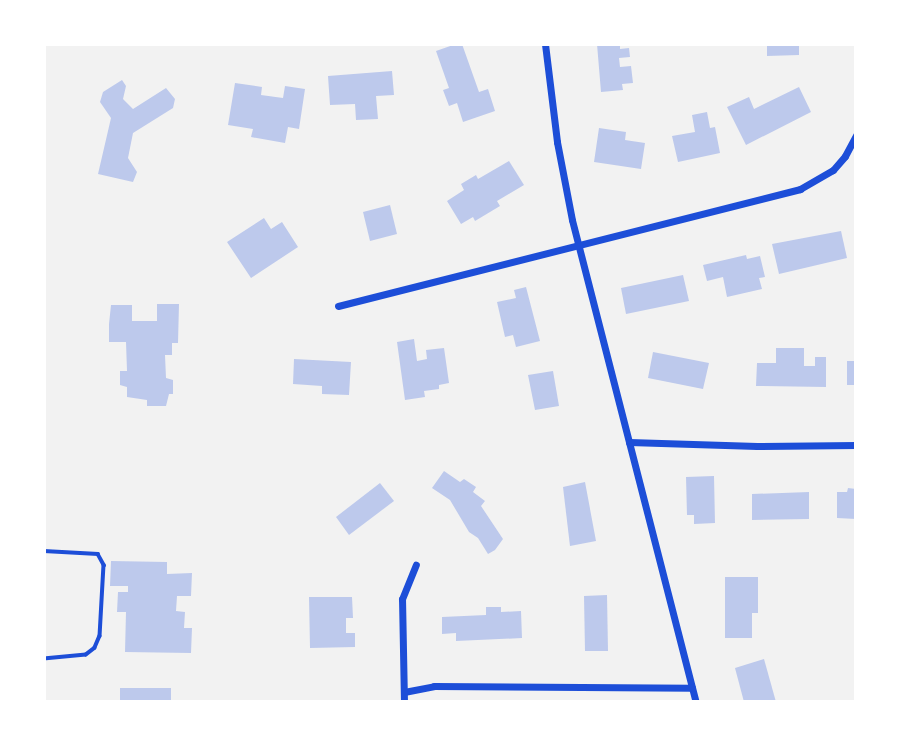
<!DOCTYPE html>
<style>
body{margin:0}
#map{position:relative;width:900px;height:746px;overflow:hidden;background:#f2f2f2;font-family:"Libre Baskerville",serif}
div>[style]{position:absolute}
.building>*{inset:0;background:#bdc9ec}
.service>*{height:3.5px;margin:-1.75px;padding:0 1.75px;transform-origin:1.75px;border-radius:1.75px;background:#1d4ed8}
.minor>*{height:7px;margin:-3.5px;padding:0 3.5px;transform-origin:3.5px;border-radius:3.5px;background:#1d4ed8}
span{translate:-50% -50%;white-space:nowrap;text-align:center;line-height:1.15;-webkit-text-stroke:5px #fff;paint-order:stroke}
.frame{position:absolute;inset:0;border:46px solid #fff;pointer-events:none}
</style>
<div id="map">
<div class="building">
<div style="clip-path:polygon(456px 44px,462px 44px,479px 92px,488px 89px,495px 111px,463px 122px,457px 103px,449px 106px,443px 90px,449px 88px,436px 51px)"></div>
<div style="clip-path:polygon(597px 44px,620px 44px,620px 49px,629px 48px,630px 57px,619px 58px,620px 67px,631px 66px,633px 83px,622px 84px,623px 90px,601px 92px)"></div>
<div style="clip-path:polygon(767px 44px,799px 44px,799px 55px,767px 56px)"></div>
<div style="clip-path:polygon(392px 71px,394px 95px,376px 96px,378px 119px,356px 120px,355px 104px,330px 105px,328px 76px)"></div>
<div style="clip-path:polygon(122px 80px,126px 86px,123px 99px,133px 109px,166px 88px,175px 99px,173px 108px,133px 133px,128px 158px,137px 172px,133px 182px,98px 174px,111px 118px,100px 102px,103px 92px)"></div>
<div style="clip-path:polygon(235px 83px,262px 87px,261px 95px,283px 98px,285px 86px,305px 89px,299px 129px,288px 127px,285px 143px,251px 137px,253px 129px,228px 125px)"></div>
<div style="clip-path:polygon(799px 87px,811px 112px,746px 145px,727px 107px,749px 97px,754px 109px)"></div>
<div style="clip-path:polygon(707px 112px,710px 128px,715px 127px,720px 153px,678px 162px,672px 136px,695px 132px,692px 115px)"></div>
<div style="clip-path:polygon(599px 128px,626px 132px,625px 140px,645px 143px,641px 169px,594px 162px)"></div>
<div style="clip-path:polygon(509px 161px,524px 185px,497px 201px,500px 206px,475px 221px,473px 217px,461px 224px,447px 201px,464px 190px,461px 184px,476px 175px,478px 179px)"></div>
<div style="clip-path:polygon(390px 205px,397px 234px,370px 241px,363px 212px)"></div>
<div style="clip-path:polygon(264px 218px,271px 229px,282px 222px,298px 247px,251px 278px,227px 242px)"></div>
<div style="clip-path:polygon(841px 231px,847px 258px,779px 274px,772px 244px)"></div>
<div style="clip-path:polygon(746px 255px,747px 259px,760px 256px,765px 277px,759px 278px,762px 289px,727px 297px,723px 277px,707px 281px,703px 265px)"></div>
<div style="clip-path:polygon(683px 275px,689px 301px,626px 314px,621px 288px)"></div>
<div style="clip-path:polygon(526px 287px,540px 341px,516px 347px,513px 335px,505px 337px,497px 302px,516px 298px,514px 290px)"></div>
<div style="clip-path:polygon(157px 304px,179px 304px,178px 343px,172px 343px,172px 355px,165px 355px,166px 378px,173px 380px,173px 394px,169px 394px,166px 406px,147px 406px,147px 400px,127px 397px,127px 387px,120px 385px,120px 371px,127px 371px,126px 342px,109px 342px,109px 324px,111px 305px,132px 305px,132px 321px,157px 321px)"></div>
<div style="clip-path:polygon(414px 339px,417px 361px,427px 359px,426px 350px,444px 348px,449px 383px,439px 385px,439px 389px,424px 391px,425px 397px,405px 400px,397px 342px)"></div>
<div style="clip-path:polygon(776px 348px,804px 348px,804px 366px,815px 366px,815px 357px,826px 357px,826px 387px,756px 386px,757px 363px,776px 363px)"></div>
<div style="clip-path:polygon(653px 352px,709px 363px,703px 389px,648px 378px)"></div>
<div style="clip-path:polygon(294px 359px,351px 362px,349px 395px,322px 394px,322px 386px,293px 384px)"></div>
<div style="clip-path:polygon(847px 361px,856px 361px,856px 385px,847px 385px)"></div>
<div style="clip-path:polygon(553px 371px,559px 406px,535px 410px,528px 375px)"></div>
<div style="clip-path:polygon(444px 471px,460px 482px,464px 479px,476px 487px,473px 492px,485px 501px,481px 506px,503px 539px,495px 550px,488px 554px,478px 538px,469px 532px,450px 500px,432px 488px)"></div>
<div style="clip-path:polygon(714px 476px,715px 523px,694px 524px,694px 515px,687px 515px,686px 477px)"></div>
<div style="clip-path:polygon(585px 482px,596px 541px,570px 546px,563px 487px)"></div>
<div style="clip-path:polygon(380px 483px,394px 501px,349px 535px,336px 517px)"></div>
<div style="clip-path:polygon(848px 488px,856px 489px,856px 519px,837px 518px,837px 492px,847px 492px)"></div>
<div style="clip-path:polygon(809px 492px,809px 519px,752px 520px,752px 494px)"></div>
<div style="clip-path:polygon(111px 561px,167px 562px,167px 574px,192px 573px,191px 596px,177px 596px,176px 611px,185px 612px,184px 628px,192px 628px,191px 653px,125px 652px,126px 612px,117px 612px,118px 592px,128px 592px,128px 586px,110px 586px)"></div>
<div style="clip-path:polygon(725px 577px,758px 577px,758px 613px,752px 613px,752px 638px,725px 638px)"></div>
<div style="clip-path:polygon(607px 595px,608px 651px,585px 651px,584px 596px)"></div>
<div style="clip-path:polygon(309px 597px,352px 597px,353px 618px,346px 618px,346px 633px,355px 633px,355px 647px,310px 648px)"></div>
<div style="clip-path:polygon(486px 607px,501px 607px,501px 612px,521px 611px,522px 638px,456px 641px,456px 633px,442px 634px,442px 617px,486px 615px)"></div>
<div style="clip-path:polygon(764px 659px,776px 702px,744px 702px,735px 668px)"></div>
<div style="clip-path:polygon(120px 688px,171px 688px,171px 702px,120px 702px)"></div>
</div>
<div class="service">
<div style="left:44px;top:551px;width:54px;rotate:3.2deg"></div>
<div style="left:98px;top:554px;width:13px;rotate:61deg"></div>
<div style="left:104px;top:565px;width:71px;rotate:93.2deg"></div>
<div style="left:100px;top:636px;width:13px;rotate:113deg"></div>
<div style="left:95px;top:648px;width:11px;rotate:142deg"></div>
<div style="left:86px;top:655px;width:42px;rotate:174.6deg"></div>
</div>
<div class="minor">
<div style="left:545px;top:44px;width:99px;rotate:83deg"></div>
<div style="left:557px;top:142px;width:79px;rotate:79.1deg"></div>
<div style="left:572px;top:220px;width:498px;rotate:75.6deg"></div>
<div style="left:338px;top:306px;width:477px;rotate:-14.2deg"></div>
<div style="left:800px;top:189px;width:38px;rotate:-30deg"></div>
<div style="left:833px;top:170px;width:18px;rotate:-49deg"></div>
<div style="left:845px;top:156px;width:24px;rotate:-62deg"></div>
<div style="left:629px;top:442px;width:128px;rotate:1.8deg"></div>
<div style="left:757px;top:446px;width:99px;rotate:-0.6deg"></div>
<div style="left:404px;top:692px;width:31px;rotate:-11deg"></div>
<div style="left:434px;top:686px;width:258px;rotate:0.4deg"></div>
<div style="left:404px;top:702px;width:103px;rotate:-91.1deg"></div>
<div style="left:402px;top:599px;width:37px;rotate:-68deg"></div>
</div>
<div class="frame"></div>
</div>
*****
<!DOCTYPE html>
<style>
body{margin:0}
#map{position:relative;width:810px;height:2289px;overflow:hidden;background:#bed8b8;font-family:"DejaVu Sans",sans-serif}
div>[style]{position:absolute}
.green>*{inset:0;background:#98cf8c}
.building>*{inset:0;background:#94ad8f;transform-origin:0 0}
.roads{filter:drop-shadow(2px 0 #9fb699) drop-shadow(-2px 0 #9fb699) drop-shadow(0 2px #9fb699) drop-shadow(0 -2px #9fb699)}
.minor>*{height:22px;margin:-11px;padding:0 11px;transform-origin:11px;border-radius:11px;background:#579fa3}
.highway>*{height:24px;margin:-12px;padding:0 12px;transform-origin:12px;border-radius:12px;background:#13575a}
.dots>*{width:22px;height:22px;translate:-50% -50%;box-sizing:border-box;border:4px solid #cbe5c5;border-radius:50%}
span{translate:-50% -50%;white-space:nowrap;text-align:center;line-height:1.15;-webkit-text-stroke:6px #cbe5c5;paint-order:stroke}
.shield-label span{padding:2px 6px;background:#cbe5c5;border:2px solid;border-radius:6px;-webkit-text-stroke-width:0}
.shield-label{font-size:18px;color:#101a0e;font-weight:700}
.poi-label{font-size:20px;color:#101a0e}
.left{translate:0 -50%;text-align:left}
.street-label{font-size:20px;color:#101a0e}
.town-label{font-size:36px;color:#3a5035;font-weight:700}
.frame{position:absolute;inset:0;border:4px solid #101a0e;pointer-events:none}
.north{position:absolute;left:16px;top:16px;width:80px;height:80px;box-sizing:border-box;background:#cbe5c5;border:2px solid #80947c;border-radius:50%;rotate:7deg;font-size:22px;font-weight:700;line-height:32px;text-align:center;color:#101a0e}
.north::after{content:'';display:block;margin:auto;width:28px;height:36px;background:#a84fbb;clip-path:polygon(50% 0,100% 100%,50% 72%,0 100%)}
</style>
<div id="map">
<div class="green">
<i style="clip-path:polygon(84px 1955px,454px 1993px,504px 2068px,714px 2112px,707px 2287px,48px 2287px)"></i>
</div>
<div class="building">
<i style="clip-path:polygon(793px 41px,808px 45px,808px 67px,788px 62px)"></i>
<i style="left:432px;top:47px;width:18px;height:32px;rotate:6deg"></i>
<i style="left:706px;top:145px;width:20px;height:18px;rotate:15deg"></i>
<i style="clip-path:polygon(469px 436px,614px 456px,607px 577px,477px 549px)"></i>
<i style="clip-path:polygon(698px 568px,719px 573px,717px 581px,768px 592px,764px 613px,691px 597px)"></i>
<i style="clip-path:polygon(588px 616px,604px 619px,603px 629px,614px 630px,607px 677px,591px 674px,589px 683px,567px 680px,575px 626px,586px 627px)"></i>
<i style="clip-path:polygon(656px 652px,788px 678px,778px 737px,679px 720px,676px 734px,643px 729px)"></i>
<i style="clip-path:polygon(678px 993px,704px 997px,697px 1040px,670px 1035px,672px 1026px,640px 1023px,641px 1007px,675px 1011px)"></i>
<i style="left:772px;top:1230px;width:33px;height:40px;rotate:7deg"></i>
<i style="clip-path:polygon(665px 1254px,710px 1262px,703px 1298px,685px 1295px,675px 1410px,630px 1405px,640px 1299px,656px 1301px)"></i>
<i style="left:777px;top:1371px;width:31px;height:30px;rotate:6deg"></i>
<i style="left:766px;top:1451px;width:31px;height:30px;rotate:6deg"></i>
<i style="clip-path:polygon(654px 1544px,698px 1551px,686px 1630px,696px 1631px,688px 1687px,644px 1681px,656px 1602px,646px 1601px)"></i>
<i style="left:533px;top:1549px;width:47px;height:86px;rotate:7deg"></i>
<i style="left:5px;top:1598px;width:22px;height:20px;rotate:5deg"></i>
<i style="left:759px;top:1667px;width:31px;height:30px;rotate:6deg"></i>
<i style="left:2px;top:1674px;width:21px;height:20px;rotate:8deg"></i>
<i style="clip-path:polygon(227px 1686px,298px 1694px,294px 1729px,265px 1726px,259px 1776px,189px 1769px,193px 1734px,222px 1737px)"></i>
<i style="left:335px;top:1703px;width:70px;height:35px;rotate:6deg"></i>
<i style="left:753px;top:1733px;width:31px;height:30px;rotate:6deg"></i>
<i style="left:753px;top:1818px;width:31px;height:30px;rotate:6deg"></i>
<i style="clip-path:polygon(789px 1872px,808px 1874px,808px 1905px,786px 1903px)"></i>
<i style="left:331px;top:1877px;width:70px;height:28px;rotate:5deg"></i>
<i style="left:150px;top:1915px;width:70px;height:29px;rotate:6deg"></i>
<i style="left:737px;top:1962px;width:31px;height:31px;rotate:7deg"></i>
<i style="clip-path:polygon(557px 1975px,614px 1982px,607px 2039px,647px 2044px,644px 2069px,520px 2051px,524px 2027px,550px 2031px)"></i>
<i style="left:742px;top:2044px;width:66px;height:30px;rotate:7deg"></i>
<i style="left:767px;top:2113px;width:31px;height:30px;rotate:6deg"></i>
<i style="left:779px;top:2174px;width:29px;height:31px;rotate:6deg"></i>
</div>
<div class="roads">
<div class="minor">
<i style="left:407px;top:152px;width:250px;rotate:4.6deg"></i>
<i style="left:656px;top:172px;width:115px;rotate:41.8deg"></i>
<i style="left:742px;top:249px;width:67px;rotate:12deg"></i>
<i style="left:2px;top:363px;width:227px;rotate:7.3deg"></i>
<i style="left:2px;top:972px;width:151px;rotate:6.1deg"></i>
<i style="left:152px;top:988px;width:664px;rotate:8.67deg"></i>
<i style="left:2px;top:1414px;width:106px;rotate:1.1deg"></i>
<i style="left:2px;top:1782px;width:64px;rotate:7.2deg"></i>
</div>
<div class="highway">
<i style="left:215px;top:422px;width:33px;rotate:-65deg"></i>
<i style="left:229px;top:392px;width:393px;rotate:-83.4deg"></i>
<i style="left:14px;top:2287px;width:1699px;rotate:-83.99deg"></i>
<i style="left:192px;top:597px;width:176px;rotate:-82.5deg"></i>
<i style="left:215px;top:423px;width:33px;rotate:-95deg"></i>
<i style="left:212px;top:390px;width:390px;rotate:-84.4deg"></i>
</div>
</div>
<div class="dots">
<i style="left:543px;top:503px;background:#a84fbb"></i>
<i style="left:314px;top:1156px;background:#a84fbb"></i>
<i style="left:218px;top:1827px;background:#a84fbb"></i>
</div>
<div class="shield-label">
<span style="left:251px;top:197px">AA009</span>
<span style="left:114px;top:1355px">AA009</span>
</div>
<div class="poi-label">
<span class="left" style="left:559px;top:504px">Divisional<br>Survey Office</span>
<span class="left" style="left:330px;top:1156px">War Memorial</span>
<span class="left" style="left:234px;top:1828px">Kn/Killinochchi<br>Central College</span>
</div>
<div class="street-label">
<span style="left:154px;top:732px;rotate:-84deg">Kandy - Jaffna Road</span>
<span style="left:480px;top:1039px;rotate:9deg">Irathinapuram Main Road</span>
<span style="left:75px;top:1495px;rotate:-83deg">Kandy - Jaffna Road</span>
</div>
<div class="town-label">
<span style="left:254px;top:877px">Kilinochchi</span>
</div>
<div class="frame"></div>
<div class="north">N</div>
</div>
*****
Return only the lines of the records in which the string "relative" appears.

** Solution to this task **
#map{position:relative;width:900px;height:746px;overflow:hidden;background:#f2f2f2;font-family:"Libre Baskerville",serif}
#map{position:relative;width:810px;height:2289px;overflow:hidden;background:#bed8b8;font-family:"DejaVu Sans",sans-serif}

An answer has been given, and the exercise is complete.